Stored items
^^^^^^^^

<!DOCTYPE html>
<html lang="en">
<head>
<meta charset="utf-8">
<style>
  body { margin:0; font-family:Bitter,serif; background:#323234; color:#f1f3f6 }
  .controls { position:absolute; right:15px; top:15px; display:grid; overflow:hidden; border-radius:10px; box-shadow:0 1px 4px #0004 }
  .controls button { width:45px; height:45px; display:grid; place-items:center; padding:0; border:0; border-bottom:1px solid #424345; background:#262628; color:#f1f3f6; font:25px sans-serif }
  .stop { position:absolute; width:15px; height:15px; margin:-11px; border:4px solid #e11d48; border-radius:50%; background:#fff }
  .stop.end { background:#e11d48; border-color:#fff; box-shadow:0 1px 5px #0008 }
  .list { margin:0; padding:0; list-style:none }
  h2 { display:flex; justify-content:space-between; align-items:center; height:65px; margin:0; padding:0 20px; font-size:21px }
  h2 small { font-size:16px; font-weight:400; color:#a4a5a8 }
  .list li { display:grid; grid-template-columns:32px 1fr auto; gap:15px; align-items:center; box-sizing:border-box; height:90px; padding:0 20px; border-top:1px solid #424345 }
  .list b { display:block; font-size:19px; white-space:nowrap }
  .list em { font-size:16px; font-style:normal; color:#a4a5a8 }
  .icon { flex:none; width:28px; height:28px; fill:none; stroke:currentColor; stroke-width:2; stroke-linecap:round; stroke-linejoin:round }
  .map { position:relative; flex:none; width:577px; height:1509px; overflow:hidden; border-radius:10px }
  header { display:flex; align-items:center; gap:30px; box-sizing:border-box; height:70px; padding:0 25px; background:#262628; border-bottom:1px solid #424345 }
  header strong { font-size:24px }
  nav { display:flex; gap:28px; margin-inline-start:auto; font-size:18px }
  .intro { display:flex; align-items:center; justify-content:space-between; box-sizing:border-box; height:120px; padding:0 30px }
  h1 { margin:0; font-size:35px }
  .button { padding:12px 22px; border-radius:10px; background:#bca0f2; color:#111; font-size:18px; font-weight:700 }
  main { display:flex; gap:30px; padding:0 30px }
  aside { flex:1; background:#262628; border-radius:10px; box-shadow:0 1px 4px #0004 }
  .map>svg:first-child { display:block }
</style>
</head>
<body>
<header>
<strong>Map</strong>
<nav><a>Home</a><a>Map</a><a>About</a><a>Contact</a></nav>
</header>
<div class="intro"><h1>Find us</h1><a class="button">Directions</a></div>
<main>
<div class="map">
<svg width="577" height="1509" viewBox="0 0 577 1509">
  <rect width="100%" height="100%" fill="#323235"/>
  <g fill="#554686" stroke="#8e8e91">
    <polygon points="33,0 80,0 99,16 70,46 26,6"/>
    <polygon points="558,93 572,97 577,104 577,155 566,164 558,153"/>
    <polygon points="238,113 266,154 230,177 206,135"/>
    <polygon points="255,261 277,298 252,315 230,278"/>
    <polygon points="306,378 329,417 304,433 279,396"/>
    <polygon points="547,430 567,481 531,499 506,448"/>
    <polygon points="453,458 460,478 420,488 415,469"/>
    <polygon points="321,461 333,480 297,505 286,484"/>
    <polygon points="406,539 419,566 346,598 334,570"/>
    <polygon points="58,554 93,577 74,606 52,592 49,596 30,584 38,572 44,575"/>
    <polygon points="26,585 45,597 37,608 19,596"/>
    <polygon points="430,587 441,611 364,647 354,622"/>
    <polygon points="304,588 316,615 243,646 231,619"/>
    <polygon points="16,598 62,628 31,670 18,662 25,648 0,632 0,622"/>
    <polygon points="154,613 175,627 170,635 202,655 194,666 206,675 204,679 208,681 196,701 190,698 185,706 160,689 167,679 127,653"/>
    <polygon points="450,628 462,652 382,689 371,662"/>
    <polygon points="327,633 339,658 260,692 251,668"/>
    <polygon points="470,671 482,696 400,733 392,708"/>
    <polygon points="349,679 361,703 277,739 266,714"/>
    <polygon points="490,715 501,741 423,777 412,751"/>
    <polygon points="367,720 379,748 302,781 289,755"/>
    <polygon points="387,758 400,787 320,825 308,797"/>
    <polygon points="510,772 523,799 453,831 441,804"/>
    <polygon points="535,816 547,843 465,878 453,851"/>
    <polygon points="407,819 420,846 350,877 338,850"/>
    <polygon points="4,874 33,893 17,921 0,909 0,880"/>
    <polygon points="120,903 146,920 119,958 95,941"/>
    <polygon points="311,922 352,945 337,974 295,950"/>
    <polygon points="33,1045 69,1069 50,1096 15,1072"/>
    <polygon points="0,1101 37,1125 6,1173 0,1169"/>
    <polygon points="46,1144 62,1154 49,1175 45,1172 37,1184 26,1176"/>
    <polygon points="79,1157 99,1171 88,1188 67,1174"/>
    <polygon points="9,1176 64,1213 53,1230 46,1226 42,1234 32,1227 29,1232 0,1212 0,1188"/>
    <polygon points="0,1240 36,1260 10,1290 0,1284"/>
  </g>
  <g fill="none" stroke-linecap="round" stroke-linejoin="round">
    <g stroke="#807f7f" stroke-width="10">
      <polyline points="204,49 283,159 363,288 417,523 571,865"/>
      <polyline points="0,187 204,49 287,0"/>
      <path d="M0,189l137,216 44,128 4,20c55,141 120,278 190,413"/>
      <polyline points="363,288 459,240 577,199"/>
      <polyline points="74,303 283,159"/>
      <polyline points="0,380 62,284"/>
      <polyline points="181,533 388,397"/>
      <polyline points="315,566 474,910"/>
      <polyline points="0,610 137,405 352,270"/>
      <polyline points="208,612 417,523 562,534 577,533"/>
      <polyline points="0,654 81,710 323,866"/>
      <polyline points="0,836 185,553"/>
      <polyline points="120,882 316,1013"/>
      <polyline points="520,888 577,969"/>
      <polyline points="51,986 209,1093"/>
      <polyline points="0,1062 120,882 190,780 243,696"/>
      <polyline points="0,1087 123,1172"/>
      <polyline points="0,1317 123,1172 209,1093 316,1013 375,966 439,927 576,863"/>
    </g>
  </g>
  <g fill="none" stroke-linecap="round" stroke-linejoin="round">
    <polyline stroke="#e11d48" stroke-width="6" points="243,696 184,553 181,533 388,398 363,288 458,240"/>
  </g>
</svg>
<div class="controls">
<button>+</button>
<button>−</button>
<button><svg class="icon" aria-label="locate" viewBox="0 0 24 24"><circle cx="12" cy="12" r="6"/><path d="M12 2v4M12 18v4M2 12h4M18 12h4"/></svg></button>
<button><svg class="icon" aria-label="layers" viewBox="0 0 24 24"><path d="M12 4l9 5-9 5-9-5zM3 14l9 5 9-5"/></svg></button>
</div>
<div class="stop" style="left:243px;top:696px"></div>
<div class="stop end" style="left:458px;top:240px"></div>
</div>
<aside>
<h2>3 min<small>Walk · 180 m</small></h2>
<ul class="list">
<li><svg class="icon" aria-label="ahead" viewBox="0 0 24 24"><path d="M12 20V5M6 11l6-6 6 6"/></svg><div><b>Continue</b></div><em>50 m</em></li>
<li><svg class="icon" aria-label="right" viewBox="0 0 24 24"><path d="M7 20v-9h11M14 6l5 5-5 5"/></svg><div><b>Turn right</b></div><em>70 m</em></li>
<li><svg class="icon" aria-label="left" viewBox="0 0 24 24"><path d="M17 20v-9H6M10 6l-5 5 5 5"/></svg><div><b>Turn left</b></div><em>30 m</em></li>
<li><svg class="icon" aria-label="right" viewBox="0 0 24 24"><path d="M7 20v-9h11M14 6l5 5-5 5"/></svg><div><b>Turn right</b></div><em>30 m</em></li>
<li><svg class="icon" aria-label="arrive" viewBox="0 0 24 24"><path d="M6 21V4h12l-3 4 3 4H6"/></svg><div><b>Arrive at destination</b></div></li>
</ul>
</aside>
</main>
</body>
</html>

^^^^^^^^

Task directions: Search the data above for the word "between", then gather each line in which it appears.

Solved exercise:
  h2 { display:flex; justify-content:space-between; align-items:center; height:65px; margin:0; padding:0 20px; font-size:21px }
  .intro { display:flex; align-items:center; justify-content:space-between; box-sizing:border-box; height:120px; padding:0 30px }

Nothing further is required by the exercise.